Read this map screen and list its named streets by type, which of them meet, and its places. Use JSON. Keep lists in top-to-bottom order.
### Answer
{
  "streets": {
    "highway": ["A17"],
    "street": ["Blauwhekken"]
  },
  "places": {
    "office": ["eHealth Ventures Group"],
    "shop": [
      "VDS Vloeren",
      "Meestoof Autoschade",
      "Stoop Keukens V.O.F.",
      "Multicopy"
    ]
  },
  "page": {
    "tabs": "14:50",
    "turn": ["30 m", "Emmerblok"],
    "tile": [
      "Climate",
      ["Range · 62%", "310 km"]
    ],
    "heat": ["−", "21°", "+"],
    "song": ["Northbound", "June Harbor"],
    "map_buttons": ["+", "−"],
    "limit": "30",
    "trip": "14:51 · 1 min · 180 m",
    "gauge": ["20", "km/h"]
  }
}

* * * *

WHAT IS BEING ASKED: So that nothing is lost, restate all the material word for word.

SOLVED PROBLEM:
Read this map screen and list its named streets by type, which of them meet, and its places. Use JSON. Keep lists in top-to-bottom order.
### Answer
{
  "streets": {
    "highway": ["A17"],
    "street": ["Blauwhekken"]
  },
  "places": {
    "office": ["eHealth Ventures Group"],
    "shop": [
      "VDS Vloeren",
      "Meestoof Autoschade",
      "Stoop Keukens V.O.F.",
      "Multicopy"
    ]
  },
  "page": {
    "tabs": "14:50",
    "turn": ["30 m", "Emmerblok"],
    "tile": [
      "Climate",
      ["Range · 62%", "310 km"]
    ],
    "heat": ["−", "21°", "+"],
    "song": ["Northbound", "June Harbor"],
    "map_buttons": ["+", "−"],
    "limit": "30",
    "trip": "14:51 · 1 min · 180 m",
    "gauge": ["20", "km/h"]
  }
}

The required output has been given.